Währenddessen ist die WAZ nicht inaktiv, will einen eigenen Online-Chefredakteur einstellen (merkwürdig genug, dass es das bisher nicht gab…wer macht da eigentlich die Inhalte?). Und außerdem will man für alle insgesamt (ich glaube) 28 Lokalausgaben eigene Blogger definieren. Komische Krankheit. Sobald etablierte Medien zum Bloggen gehen, holen sie zu einer Art atomaren Erstschlag aus. Unter 15 Blogs tut´s anscheinend keiner, eine Nummer kleiner haben sie es nicht.
Dafür wär man ja schon dankbar für ein einziges gutes Redaktionsblog, Reicht vollkommen.
In eigener Sache (mal wieder)
Zwei Termine in nächster Zeit, bei denen ich mich freuen würde, den einen oder anderen Leser dieses Blogs zu sehen (bitte ggf. einfach melden): am 29. Juni bei einem Symposium an der FH Augsburg zum Thema “Citizen Media” und am 11. Juli dann bei dieser Geschichte in Nürnberg.
Selbstmord…
…zumindest in finanzieller Hinsicht, sei “Triple Play”. Hat Forrester Research ausgerechnet. Und vielleicht wird dieses Thema jetzt dann auch wieder mit der gebotenen Sachlichkeit behandelt.
Fußball bizarr
Man muss ja auch mal über die WM hinausdenken – und da sieht es momentan wirklich krude aus: Allem Anschein nach werde ich ab August keine Bundesliga-Livespiele mehr sehen können, selbst wenn ich dafür viel Geld ausgeben würde.

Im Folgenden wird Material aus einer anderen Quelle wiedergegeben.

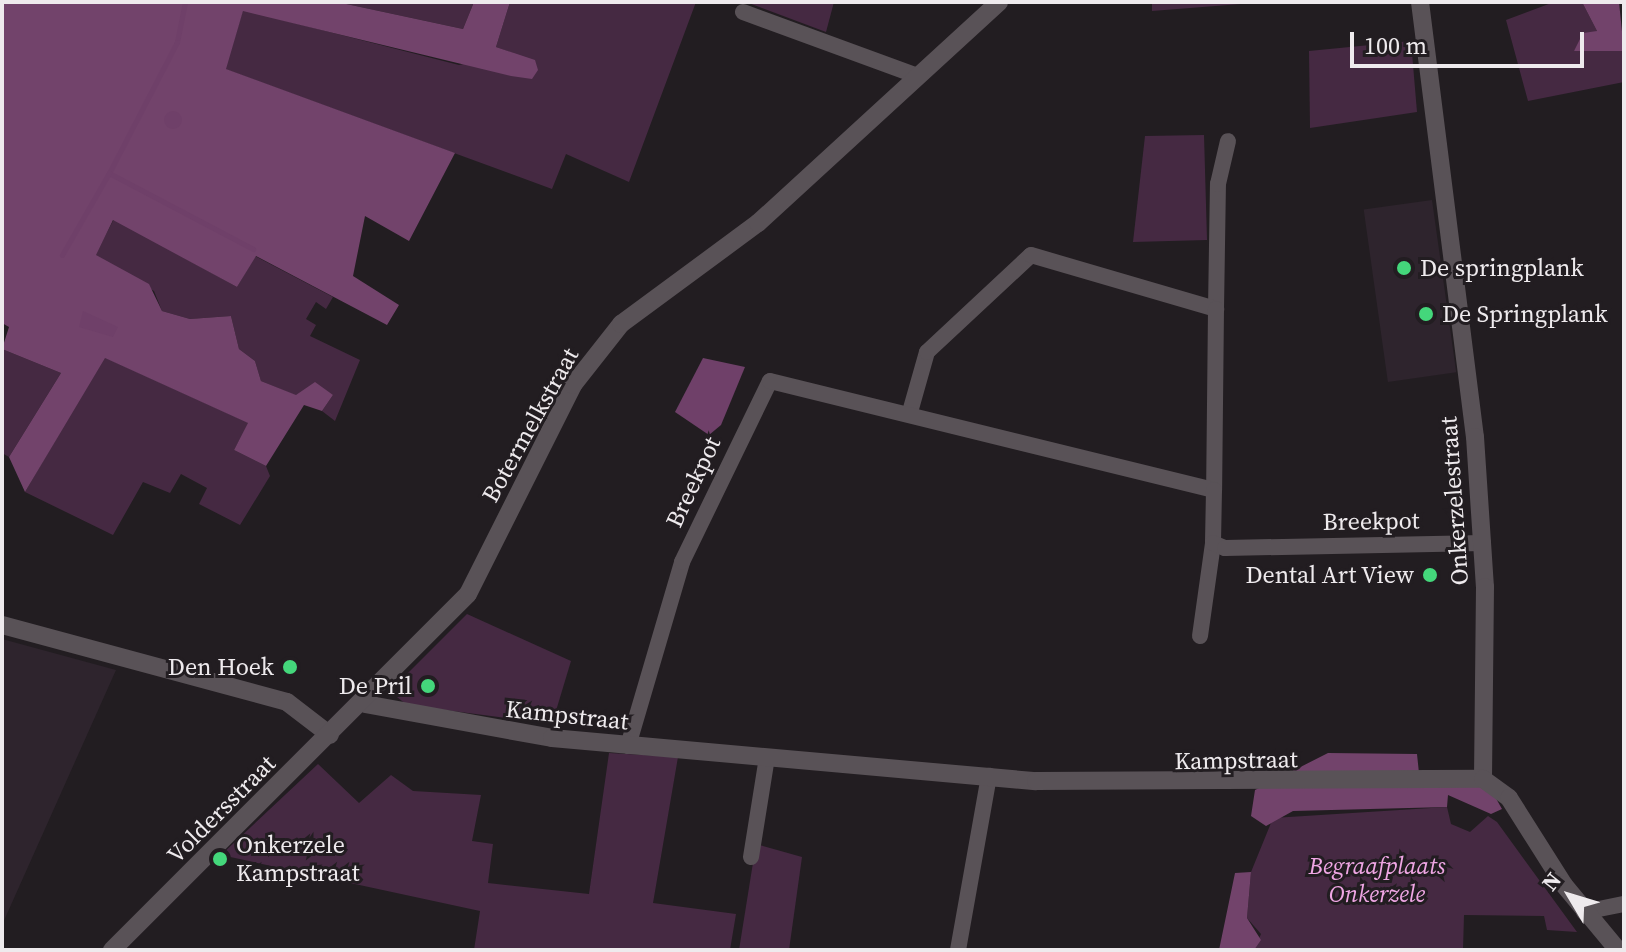 <!DOCTYPE html>
<style>
body{margin:0}
#map{position:relative;width:1626px;height:952px;overflow:hidden;background:#221d21;font-family:"Source Serif 4",serif}
div>[style]{position:absolute}
.built>*{inset:0;background:#2e242d;transform-origin:0 0}
.green>*{inset:0;background:#452942}
.forest>*{inset:0;background:#72436b}
.water>*{inset:0;background:#6f4069}
.round{border-radius:50%}
.stream>*{height:5px;margin:-2.5px;padding:0 2.5px;transform-origin:2.5px;border-radius:2.5px;background:#6f4069}
.minor>*{height:16px;margin:-8px;padding:0 8px;transform-origin:8px;border-radius:8px;background:#595257}
.tertiary>*{height:18px;margin:-9px;padding:0 9px;transform-origin:9px;border-radius:9px;background:#595257}
.dots>*{width:22px;height:22px;translate:-50% -50%;box-sizing:border-box;border:4px solid #221d21;border-radius:50%}
span{translate:-50% -50%;white-space:nowrap;text-align:center;line-height:1.15;-webkit-text-stroke:6px #221d21;paint-order:stroke}
.poi-label{font-size:24px;color:#eeeaed}
.left{translate:0 -50%;text-align:left}
.right{translate:-100% -50%;text-align:right}
.street-label{font-size:24px;color:#eeeaed}
.park-label{font-size:24px;color:#efa6e4;font-style:italic}
.frame{position:absolute;inset:0;border:4px solid #eeeaed;pointer-events:none}
.north{position:absolute;left:1530px;top:856px;width:80px;height:80px;-webkit-text-stroke:6px #221d21;paint-order:stroke;rotate:308deg;font-size:22px;font-weight:700;line-height:32px;text-align:center;color:#eeeaed}
.north::after{content:'';display:block;margin:auto;width:28px;height:36px;background:#eeeaed;clip-path:polygon(50% 0,100% 100%,50% 72%,0 100%)}
.scale{position:absolute;left:1350px;top:32px;width:234px;height:36px;box-sizing:border-box;border:4px solid #eeeaed;border-top:0;padding-left:10px;font-size:24px;line-height:28px;white-space:nowrap;color:#eeeaed;-webkit-text-stroke:6px #221d21;paint-order:stroke}
</style>
<div id="map">
<div class="built">
<i style="left:1432px;top:200px;width:174px;height:69px;rotate:82deg"></i>
<i style="clip-path:polygon(2px 639px,116px 670px,2px 925px)"></i>
</div>
<div class="green">
<i style="clip-path:polygon(337px 2px,474px 2px,463px 29px)"></i>
<i style="clip-path:polygon(510px 2px,696px 2px,629px 182px,566px 154px,552px 189px,225px 69px,243px 10px,459px 65px,513px 53px,496px 47px)"></i>
<i style="clip-path:polygon(746px 2px,834px 2px,826px 32px)"></i>
<i style="clip-path:polygon(1152px 2px,1266px 2px,1152px 11px)"></i>
<i style="clip-path:polygon(1554px 2px,1582px 2px,1597px 31px,1574px 51px,1624px 51px,1624px 82px,1528px 101px,1506px 20px)"></i>
<i style="clip-path:polygon(1411px 41px,1417px 112px,1310px 128px,1309px 51px)"></i>
<i style="clip-path:polygon(1204px 135px,1207px 240px,1133px 242px,1145px 136px)"></i>
<i style="clip-path:polygon(114px 219px,237px 287px,255px 256px,333px 297px,326px 309px,316px 302px,306px 319px,316px 325px,310px 336px,360px 360px,335px 421px,322px 411px,333px 395px,297px 396px,261px 381px,255px 361px,239px 349px,231px 316px,190px 319px,162px 311px,154px 291px,95px 255px)"></i>
<i style="clip-path:polygon(2px 349px,61px 373px,9px 457px,2px 453px)"></i>
<i style="clip-path:polygon(104px 357px,249px 423px,234px 450px,266px 466px,270px 476px,240px 525px,199px 504px,207px 488px,181px 474px,170px 493px,143px 482px,113px 535px,25px 492px)"></i>
<i style="clip-path:polygon(467px 614px,571px 661px,552px 724px,407px 705px,397px 697px,401px 680px)"></i>
<i style="clip-path:polygon(609px 753px,678px 757px,653px 903px,736px 914px,730px 950px,474px 950px,480px 911px,221px 855px,318px 764px,359px 803px,391px 775px,413px 791px,481px 795px,472px 841px,493px 844px,488px 883px,589px 894px)"></i>
<i style="clip-path:polygon(1447px 807px,1451px 824px,1470px 832px,1488px 816px,1497px 822px,1577px 932px,1547px 930px,1544px 916px,1464px 915px,1463px 950px,1254px 950px,1261px 934px,1247px 918px,1251px 872px,1273px 818px)"></i>
<i style="clip-path:polygon(756px 844px,802px 857px,789px 950px,739px 950px)"></i>
</div>
<div class="forest">
<i style="clip-path:polygon(2px 2px,337px 2px,463px 29px,474px 2px,510px 2px,496px 47px,535px 60px,538px 70px,532px 79px,511px 76px,243px 11px,226px 69px,455px 153px,409px 241px,365px 216px,353px 276px,399px 305px,387px 325px,256px 256px,237px 287px,113px 220px,96px 255px,149px 284px,162px 311px,190px 319px,231px 316px,239px 349px,255px 361px,261px 381px,296px 395px,315px 382px,333px 395px,322px 411px,304px 405px,266px 466px,234px 450px,248px 423px,105px 358px,25px 492px,9px 457px,61px 373px,2px 349px,9px 327px,2px 323px)"></i>
<i style="clip-path:polygon(1582px 2px,1619px 2px,1624px 51px,1574px 51px,1583px 33px,1597px 31px)"></i>
<i style="clip-path:polygon(1328px 753px,1417px 754px,1419px 773px,1481px 772px,1502px 809px,1491px 814px,1448px 795px,1447px 807px,1293px 811px,1266px 826px,1251px 816px,1255px 790px)"></i>
<i style="clip-path:polygon(1251px 872px,1247px 918px,1261px 940px,1254px 950px,1219px 950px,1235px 873px)"></i>
</div>
<div class="water">
<i class="round" style="left:164px;top:111px;width:18px;height:18px"></i>
<i style="clip-path:polygon(83px 311px,118px 327px,113px 337px,79px 327px)"></i>
<i style="clip-path:polygon(703px 358px,745px 367px,721px 425px,709px 435px,675px 412px)"></i>
</div>
<div class="stream">
<i style="left:185px;top:2px;width:41px;rotate:101.3deg"></i>
<i style="left:177px;top:42px;width:148px;rotate:117.4deg"></i>
<i style="left:109px;top:173px;width:163px;rotate:27.8deg"></i>
<i style="left:62px;top:255px;width:95px;rotate:-60.2deg"></i>
</div>
<div class="minor">
<i style="left:743px;top:12px;width:186px;rotate:20.1deg"></i>
<i style="left:1216px;top:309px;width:125px;rotate:-89.1deg"></i>
<i style="left:1218px;top:184px;width:44px;rotate:-76.9deg"></i>
<i style="left:910px;top:412px;width:62px;rotate:-74.2deg"></i>
<i style="left:927px;top:352px;width:142px;rotate:-43deg"></i>
<i style="left:1031px;top:255px;width:193px;rotate:16.3deg"></i>
<i style="left:1216px;top:309px;width:181px;rotate:90.6deg"></i>
<i style="left:1200px;top:636px;width:94px;rotate:-82deg"></i>
<i style="left:628px;top:746px;width:192px;rotate:-73.6deg"></i>
<i style="left:682px;top:562px;width:201px;rotate:-64.1deg"></i>
<i style="left:770px;top:381px;width:457px;rotate:13.8deg"></i>
<i style="left:1214px;top:490px;width:53px;rotate:91.1deg"></i>
<i style="left:1213px;top:543px;width:13px;rotate:23deg"></i>
<i style="left:1225px;top:548px;width:258px;rotate:-1.1deg"></i>
<i style="left:751px;top:857px;width:101px;rotate:-80.9deg"></i>
<i style="left:1584px;top:912px;width:41px;rotate:-11.3deg"></i>
<i style="left:958px;top:950px;width:177px;rotate:-79.9deg"></i>
</div>
<div class="tertiary">
<i style="left:1420px;top:2px;width:438px;rotate:82.8deg"></i>
<i style="left:1475px;top:437px;width:150px;rotate:86.2deg"></i>
<i style="left:1485px;top:587px;width:192px;rotate:90.6deg"></i>
<i style="left:2px;top:625px;width:295px;rotate:15.1deg"></i>
<i style="left:287px;top:702px;width:54px;rotate:37.5deg"></i>
<i style="left:365px;top:704px;width:190px;rotate:10.3deg"></i>
<i style="left:552px;top:738px;width:486px;rotate:5.1deg"></i>
<i style="left:1036px;top:781px;width:447px;rotate:-0.3deg"></i>
<i style="left:1483px;top:779px;width:32px;rotate:36deg"></i>
<i style="left:1509px;top:798px;width:103px;rotate:57.7deg"></i>
<i style="left:1564px;top:885px;width:85px;rotate:50.3deg"></i>
<i style="left:112px;top:950px;width:503px;rotate:-45deg"></i>
<i style="left:468px;top:594px;width:234px;rotate:-63.3deg"></i>
<i style="left:573px;top:385px;width:78px;rotate:-51.8deg"></i>
<i style="left:621px;top:324px;width:170px;rotate:-36.4deg"></i>
<i style="left:758px;top:223px;width:327px;rotate:-42.5deg"></i>
</div>
<div class="dots">
<i style="left:1404px;top:268px;background:#44d77b"></i>
<i style="left:1426px;top:314px;background:#44d77b"></i>
<i style="left:1430px;top:575px;background:#44d77b"></i>
<i style="left:290px;top:667px;background:#44d77b"></i>
<i style="left:428px;top:686px;background:#44d77b"></i>
<i style="left:220px;top:859px;background:#44d77b"></i>
</div>
<div class="poi-label">
<span class="left" style="left:1420px;top:268px">De springplank</span>
<span class="left" style="left:1442px;top:314px">De Springplank</span>
<span class="right" style="left:1414px;top:575px">Dental Art View</span>
<span class="right" style="left:274px;top:667px">Den Hoek</span>
<span class="right" style="left:412px;top:686px">De Pril</span>
<span class="left" style="left:236px;top:859px">Onkerzele<br>Kampstraat</span>
</div>
<div class="street-label">
<span style="left:530px;top:425px;rotate:-61deg">Botermelkstraat</span>
<span style="left:693px;top:482px;rotate:-65deg">Breekpot</span>
<span style="left:1454px;top:501px;rotate:-94deg">Onkerzelestraat</span>
<span style="left:1371px;top:521px;rotate:-1deg">Breekpot</span>
<span style="left:567px;top:715px;rotate:6deg">Kampstraat</span>
<span style="left:1236px;top:760px;rotate:-1deg">Kampstraat</span>
<span style="left:221px;top:809px;rotate:-45deg">Voldersstraat</span>
</div>
<div class="park-label">
<span style="left:1377px;top:880px">Begraafplaats<br>Onkerzele</span>
</div>
<div class="frame"></div>
<div class="north">N</div>
<div class="scale">100 m</div>
</div>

Gut gemacht, DFL, Premiere, Telekom, Arena.
16 Jahre nach Abschluss meines ersten Premiere-Abos auf einmal wieder fußballmäßig auf dem Stand der späten 80er zu sein: Das ist…bizarr.
Videos
Note to myself: Ohne ein anständiges Videosortiment kommen Anbieter von General-Interest-Nachrichtenseiten nicht mehr aus. Was bedeutet, dass Onlineangebote Fernsehen auf ihrem Kerngebiet attackieren, wie umgekehrt Fernsehsender ebenfalls auf andere, multimediale Spielarten ausweichen werden (müssen).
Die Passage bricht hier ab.